After an incredible run higher following its IPO via a special purpose acquisition company (SPAC) in December 2020, Skillz (SKLZ 0.32%) stock is getting hammered. Shares of the esports competition platform are down nearly 70% from their all-time high and are trading below where they were when the company completed its SPAC merger as of this writing.

Nevertheless, this mobile gaming business has a promising future. It may not jibe in the minds of some but the next global sports superstar might not be an athlete imbued with physical prowess but rather one exceptionally talented at playing a virtual game. After all, at some point in the not-so-distant past, many people scoffed at the idea of athletes getting paid to play with a ball. Esports is in its nascency, and Skillz is a top way to bet on the movement. But even after the big tumble in share price, this is no cheap growth stock. 

Four teenagers playing games on their smartphones.

Image source: Getty Images.

Bringing some competition to mobile games

This idea of monetizing a game through competition isn't new. Millions of athletes every year pay to be a part of organized sporting events like races and tournaments, and millions more enjoy spectating. But the same concept applied to video games is relatively new to most. Skillz is aiming to ramp up this esports community in the largest segment of the video game market: mobile.

Hundreds of millions of people around the globe play casual games on their smartphones. In fact, mobile games account for just over half of the $175 billion in annual global spending on video games. The Skillz platform adds a new layer of fun with competitions that can reward winners with cash prizes.

In this business model, game developers act as sporting-event organizers, players pay a small fee to enter the tournament, and Skillz is the intermediary between the two. It keeps about 15% of the gross proceeds after the developers are paid and prizes awarded.

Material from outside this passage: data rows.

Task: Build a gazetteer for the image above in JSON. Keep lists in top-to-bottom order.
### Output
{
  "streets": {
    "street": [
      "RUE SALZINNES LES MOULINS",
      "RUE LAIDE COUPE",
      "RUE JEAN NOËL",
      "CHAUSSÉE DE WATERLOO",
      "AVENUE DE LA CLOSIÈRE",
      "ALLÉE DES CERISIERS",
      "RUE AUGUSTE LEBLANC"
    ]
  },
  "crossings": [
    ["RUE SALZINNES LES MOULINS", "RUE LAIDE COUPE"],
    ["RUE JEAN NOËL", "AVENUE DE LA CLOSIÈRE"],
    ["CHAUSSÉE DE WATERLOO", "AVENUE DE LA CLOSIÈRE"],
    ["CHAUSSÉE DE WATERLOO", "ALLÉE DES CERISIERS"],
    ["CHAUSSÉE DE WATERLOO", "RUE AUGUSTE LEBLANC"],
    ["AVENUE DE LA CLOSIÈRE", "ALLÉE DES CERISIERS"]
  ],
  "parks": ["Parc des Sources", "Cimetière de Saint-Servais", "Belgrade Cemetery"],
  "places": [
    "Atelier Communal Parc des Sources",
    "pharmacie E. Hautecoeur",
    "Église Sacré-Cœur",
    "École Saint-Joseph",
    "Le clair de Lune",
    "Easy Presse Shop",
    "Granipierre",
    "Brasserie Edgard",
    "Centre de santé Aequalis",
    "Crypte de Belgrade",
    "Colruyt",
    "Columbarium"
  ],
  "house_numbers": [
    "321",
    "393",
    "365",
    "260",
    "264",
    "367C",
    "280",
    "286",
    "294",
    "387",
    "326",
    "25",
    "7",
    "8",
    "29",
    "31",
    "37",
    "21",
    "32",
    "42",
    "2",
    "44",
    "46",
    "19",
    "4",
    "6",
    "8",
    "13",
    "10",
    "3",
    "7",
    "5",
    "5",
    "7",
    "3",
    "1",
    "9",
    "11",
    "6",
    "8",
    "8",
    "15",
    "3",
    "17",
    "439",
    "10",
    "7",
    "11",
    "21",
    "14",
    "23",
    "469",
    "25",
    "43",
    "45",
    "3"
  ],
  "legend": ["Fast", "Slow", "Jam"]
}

The company's first-quarter 2021 earnings update demonstrates why there's excitement over the business model. Esports is growing fast, and considering the massive scale of professional physical sports (some estimates point to upwards of half a trillion in revenue each year worldwide), it's not difficult to fathom virtual gaming competition continuing its rise. The pandemic has certainly helped with consumer uptake, but mobile gaming was nonetheless a growth trend even before COVID-19 struck and will remain so going forward.


Q1 2021

Q1 2020

YoY Change

Gross marketplace volume

$567 million

$306 million



$83.7 million

$43.6 million


Free cash flow

($48.2 million)

($9.97 million)


Data source: Skillz.  

Not exactly what could be considered "growth at a value"

The Q1 report card was fantastic but not good enough to save the stock from a sell-off, although I'd categorize the recent plunge more as a reversal on what was becoming overhyped speculation. Even after the steep fall, Skillz is trading for about 16 times expected full-year 2021 revenue.

For a company still wading through plenty of red ink on the bottom line, that might be too high a price tag for many investors. However, Skillz had nearly $613 million in cash and equivalents and no debt on the books at the end of March 2021. That's more than three years' worth of liquidity if the company continues to burn cash at the rate it did in Q1.

But bear in mind that Skillz is not a static asset. This company will move toward profitability sooner than later and isn't at risk of running out of funds. It generated a gross profit margin (revenue minus cost of goods sold divided by revenue) of 95% in the first quarter and operated at a loss primarily because of sales and marketing, and costs related to its public listing via SPAC.  

However, one area of concern is the rate of growth. Even at 16 times forward sales, Skillz stock is priced with the assumption it will continue to grow at a rapid pace for years to come. After expanding sales 92% to kick off 2021, the full-year outlook calls for growth to wind up "only" 63% higher than 2020. That implies a cool-off is coming in subsequent quarters (with revenue growth dipping below 63% to average out the 92% pace set in Q1) as Skillz starts to lap its initial pandemic-fueled boom from a year ago.  

Perhaps Skillz will outperform its guidance, but all of this is to say the business won't be growing as quickly as it was in the recent past, and shares still carry a premium price tag. However, now that the valuation has been brought down to a more reasonable level, Skillz is on my watch list.

Personally, I'm not ready to bite just yet. If you buy, do so for the very long-term potential (no less than a few years). Remember to take it slow and keep an initial purchase small so you have room to buy more down the road if Skillz proves it has a durable business model capable of maintaining its high level of performance.